EXERCISE: Return the data below exactly, but only from the line containing "position:absolute; left:910px; top:1298px;" through the line containing "position:absolute; display:grid; place-items:center;", with both of those lines included.

[Collected data entries]
▬▬▬▬▬▬

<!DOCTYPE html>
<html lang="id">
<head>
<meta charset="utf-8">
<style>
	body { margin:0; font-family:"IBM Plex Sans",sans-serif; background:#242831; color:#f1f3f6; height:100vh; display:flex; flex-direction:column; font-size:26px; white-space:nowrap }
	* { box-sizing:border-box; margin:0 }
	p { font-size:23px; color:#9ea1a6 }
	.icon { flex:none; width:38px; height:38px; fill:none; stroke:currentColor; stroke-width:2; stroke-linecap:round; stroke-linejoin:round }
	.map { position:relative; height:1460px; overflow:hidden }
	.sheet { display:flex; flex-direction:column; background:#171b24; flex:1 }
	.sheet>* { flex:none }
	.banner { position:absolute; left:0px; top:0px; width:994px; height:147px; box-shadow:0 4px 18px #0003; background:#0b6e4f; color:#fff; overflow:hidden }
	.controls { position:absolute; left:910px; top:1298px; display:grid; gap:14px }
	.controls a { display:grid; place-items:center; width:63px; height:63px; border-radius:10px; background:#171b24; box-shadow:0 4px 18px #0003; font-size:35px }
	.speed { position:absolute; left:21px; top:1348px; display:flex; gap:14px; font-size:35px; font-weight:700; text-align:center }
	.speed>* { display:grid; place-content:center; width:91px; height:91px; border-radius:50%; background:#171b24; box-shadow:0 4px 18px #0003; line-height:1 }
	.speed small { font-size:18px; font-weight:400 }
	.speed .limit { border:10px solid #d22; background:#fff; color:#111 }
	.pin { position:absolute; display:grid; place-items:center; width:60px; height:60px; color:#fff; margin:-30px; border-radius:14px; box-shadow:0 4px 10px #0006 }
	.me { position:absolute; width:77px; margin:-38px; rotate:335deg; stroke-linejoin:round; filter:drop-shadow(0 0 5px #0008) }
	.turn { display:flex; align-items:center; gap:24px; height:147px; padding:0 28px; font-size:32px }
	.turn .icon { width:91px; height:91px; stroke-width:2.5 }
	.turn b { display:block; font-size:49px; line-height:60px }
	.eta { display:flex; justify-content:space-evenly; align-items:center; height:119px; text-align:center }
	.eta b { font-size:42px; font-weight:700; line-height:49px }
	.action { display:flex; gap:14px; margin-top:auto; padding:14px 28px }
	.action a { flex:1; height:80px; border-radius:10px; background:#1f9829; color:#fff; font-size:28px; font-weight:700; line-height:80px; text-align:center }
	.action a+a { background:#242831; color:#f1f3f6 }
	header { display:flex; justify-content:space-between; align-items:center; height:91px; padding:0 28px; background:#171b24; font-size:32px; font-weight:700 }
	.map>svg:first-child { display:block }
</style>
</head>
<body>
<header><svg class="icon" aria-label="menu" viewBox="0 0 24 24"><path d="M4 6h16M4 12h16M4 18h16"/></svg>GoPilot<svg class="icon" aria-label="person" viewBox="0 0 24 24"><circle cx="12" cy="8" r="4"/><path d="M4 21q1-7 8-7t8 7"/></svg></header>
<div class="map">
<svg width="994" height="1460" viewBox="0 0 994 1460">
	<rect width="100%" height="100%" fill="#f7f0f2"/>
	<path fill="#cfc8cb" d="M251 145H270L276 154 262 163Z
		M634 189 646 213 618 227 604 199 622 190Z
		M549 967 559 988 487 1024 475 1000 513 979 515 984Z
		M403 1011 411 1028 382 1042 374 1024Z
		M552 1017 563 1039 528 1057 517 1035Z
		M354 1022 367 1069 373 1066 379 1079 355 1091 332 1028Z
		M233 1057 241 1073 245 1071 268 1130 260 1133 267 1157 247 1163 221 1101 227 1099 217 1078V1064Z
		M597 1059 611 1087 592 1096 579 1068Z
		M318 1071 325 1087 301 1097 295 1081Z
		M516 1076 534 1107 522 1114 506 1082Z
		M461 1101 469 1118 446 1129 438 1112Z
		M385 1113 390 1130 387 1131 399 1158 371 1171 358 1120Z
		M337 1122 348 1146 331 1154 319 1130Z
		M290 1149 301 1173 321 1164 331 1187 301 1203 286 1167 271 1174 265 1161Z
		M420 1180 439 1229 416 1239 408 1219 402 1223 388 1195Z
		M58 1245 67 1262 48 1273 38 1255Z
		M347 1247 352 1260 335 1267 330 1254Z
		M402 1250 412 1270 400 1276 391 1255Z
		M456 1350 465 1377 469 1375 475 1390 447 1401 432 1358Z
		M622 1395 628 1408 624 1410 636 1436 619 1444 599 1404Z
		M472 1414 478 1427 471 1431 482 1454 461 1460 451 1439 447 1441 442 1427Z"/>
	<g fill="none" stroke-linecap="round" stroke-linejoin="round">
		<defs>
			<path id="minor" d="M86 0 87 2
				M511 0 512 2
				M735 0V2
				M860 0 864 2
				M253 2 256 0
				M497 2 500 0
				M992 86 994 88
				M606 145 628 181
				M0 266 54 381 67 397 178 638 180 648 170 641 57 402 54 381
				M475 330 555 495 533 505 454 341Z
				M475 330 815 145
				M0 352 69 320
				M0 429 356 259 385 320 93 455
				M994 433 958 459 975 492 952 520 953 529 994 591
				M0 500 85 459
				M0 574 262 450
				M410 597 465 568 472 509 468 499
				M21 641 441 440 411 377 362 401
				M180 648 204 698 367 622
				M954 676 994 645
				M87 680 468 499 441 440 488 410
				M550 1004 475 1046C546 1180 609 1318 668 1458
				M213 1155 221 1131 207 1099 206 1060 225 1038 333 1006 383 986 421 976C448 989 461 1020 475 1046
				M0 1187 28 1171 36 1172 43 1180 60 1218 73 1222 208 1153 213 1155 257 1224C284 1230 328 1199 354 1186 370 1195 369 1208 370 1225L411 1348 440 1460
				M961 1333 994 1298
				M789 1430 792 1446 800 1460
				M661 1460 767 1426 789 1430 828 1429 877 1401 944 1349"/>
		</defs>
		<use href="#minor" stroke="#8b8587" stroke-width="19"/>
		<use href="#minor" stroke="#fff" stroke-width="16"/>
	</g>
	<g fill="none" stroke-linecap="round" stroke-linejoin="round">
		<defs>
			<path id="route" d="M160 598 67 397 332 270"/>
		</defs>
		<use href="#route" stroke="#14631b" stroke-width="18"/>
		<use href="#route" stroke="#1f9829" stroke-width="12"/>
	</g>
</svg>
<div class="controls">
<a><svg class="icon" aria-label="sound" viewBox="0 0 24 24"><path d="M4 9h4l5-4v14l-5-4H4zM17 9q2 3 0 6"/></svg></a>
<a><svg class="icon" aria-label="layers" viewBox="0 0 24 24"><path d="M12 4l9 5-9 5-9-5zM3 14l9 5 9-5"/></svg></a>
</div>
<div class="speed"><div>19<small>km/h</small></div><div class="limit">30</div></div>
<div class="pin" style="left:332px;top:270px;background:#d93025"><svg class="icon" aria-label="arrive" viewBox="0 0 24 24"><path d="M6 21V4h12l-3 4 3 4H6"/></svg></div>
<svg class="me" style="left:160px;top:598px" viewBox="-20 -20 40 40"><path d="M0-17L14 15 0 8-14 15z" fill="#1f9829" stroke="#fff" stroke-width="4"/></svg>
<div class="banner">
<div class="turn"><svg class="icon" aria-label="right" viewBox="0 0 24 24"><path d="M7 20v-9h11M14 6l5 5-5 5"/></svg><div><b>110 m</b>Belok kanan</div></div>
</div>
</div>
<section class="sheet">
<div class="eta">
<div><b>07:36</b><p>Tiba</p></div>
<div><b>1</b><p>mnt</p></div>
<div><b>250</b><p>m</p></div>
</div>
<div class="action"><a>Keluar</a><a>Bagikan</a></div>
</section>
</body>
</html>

▬▬▬▬▬▬

YOUR RESPONSE:
	.controls { position:absolute; left:910px; top:1298px; display:grid; gap:14px }
	.controls a { display:grid; place-items:center; width:63px; height:63px; border-radius:10px; background:#171b24; box-shadow:0 4px 18px #0003; font-size:35px }
	.speed { position:absolute; left:21px; top:1348px; display:flex; gap:14px; font-size:35px; font-weight:700; text-align:center }
	.speed>* { display:grid; place-content:center; width:91px; height:91px; border-radius:50%; background:#171b24; box-shadow:0 4px 18px #0003; line-height:1 }
	.speed small { font-size:18px; font-weight:400 }
	.speed .limit { border:10px solid #d22; background:#fff; color:#111 }
	.pin { position:absolute; display:grid; place-items:center; width:60px; height:60px; color:#fff; margin:-30px; border-radius:14px; box-shadow:0 4px 10px #0006 }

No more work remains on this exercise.